The program is licensed under GNU General Public License, for details see LICENSE.md.

Running

The program tested on OpenFOAM 2.2.2. If you are using version 2.1.x or older then probably you need to delete file system/surfaceFeatureExtractDict and instead write few lines in the file multiRegionPlasmaTest/Allrun. For example look here.

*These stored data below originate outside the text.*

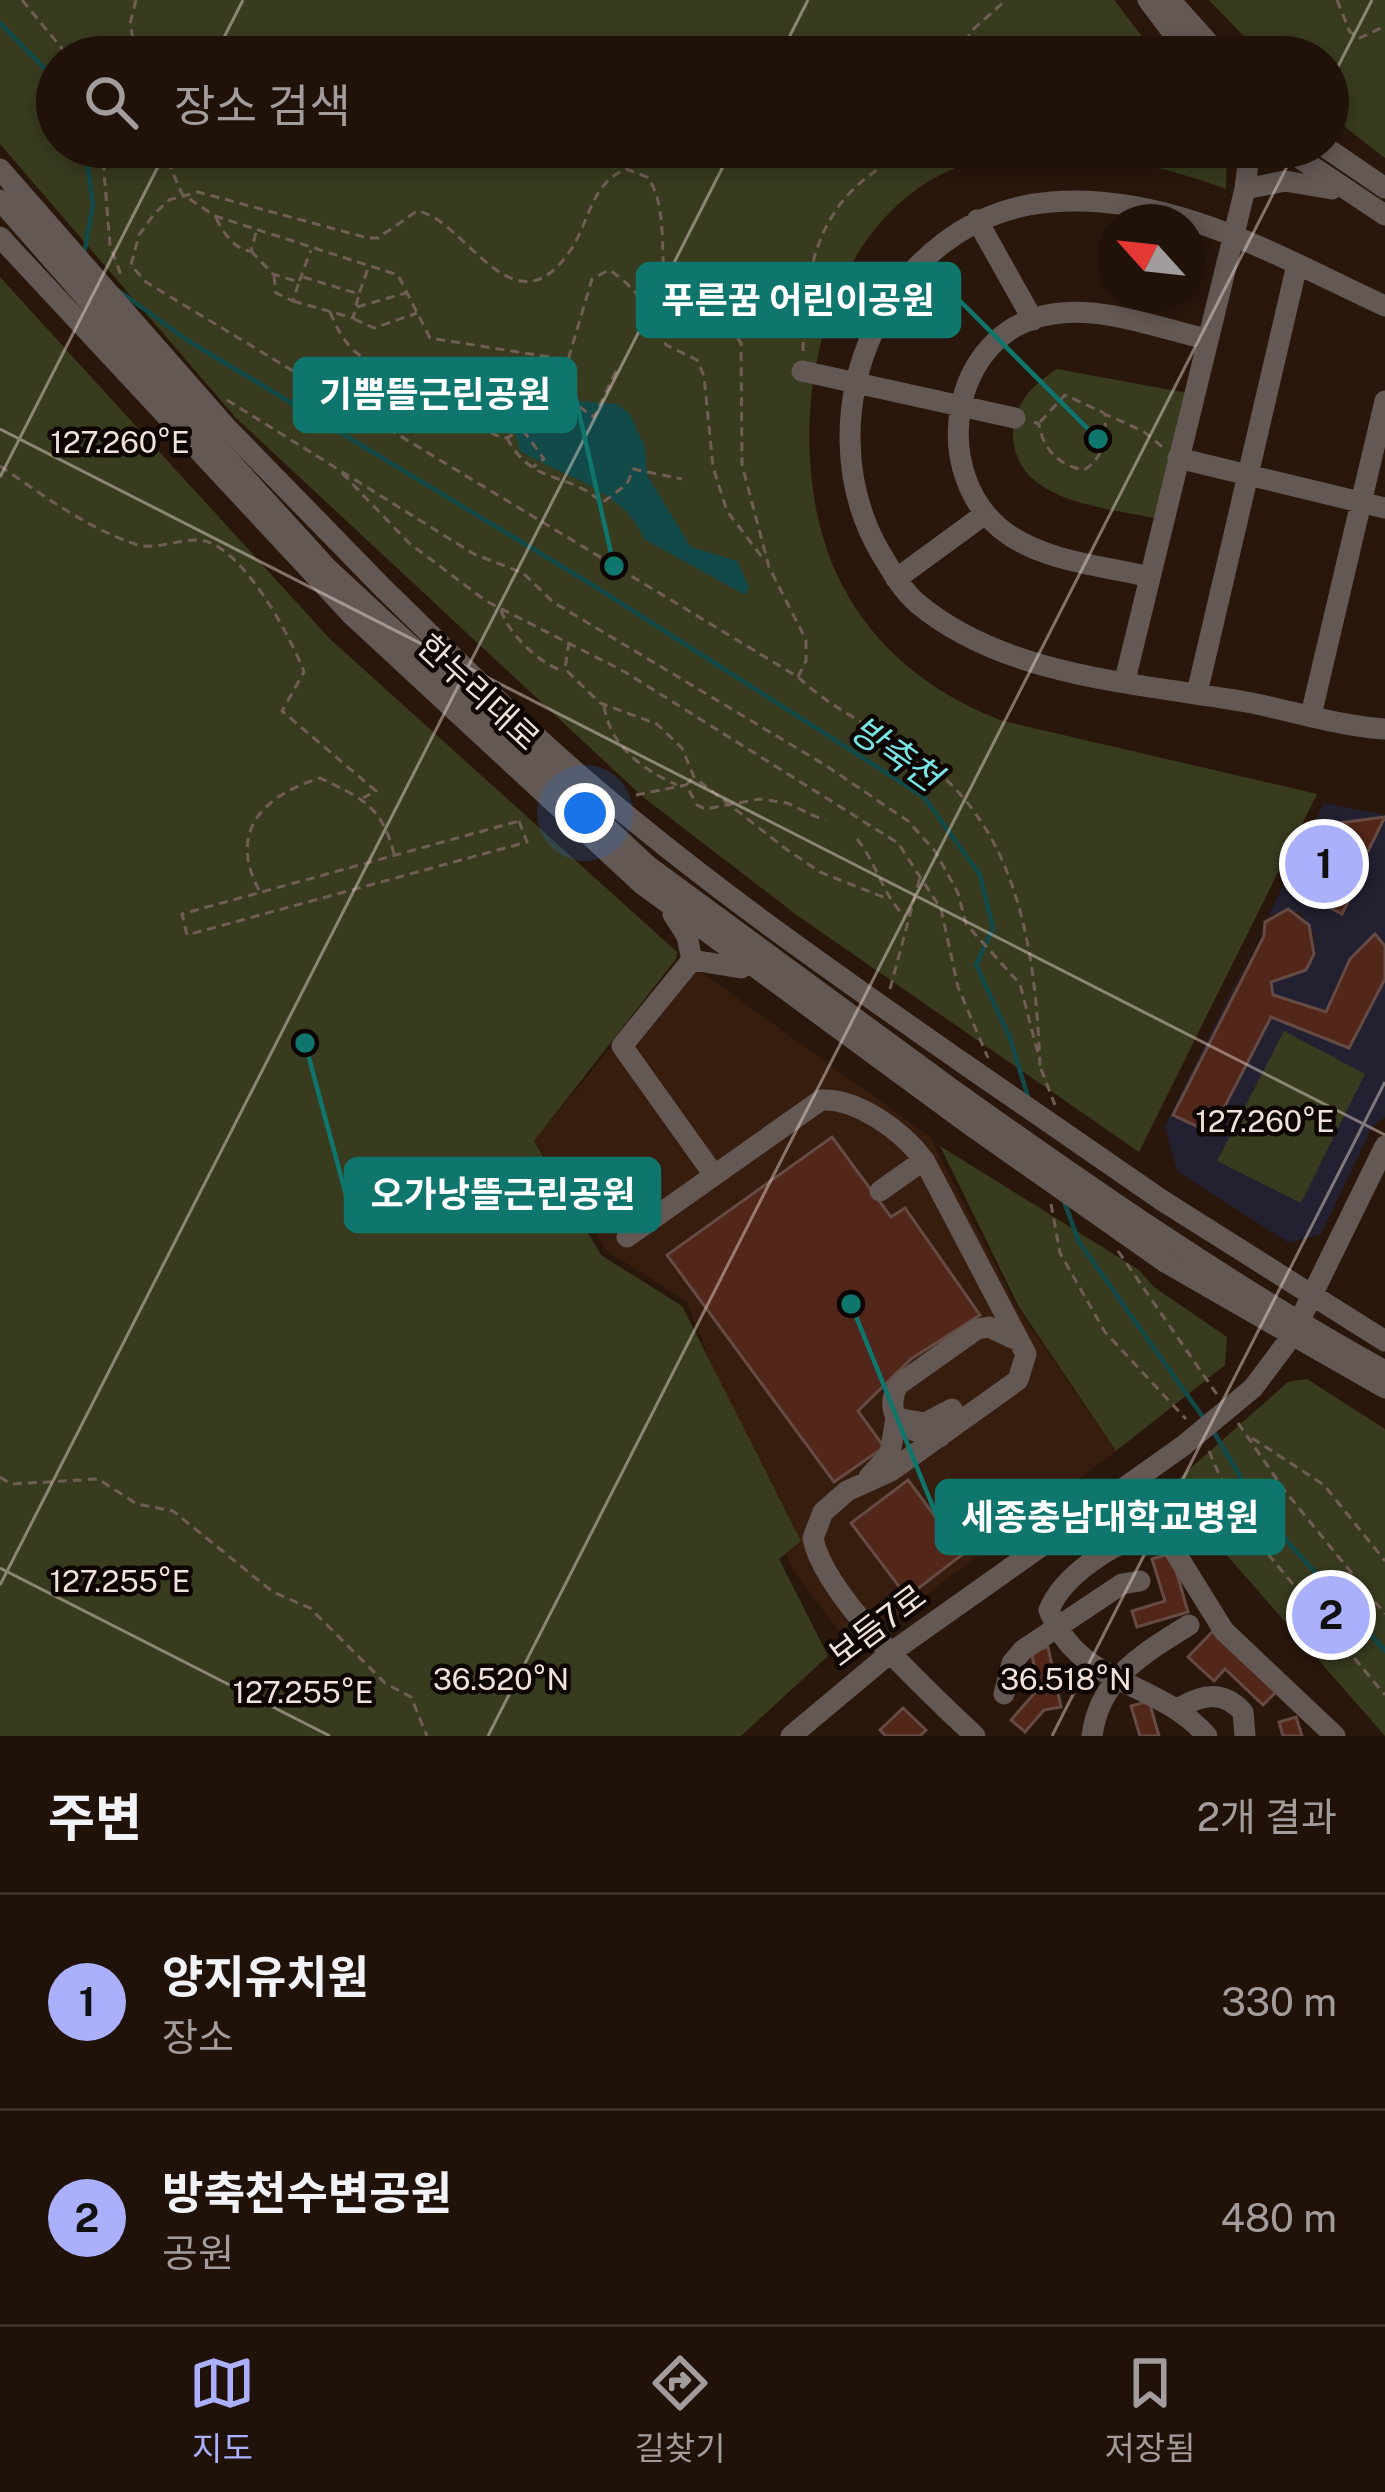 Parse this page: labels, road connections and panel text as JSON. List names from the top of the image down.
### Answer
{
  "streets": {
    "street": ["한누리대로", "보듬7로"]
  },
  "crossings": [
    ["한누리대로", "보듬7로"]
  ],
  "water": ["방축천"],
  "places": [
    "푸른꿈 어린이공원",
    "기쁨뜰근린공원",
    "오가낭뜰근린공원",
    "세종충남대학교병원"
  ],
  "north": "top left",
  "page": {
    "search": "장소 검색",
    "pins": ["1", "2"],
    "heading": ["주변", "2개 결과"],
    "list": [
      {
        "mark": "1",
        "name": "양지유치원",
        "note": "장소",
        "value": "330 m"
      },
      {
        "mark": "2",
        "name": "방축천수변공원",
        "note": "공원",
        "value": "480 m"
      }
    ],
    "nav": ["지도", "길찾기", "저장됨"]
  },
  "coordinates": [
    "127.260°E",
    "127.255°E",
    "36.520°N",
    "36.518°N"
  ]
}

To begin, copy multiRegionPlasma folder to your working directory. No changes will be made to your original OpenFOAM program.

Program compiling

Make appropriate changes in addresses that contains /home/juris/Desktop/ in such files:

  • dsmc/Make/options
  • multiRegionPlasmaFoam/Make/options

To compile:

 cd basic
 wmake libso
 cd ../dsmc
 wmake libso
 cd ../plasmaInitialise
 chmod +x Allrun
 ./Allrun
 cd ../multiRegionPlasmaFoam
 chmod +x Allrun
 ./Allrun

Now in the folder /home/juris/OpenFOAM/juris-2.2.0/platforms/ you will find compiled libraries and program.

Demonstrational example

The example multiRegionPlasmaTest uses around 1.5 GB of RAM, its execution takes around one hour (around half is used for the mesh generation).

Geometry processing

If you want just to try the program, you can skip this step.

Geometry and .stl file generation files are located in multiRegionPlasmaTest/geometry.

  1. Make appropriate changes to adresses that contains /home/juris/Desktop/ in the file scriptSalome.py.
  2. Open Salome and open geometrySalome.hdf. In Geometry module you can see geometry of regions. Note that some flat surfaces are splitted.
  3. To cut air region from box and to find surface pairs between two neighbouring regions use script. Do "File->Load Script", then choose scriptSalome.py. This script finds surface pairs, renames them and makes .stl surface mesh (it is not computational mesh). Surface mesh will be saved in the draft folder.
  4. To merge these .stl files together use bash script mergeFiles.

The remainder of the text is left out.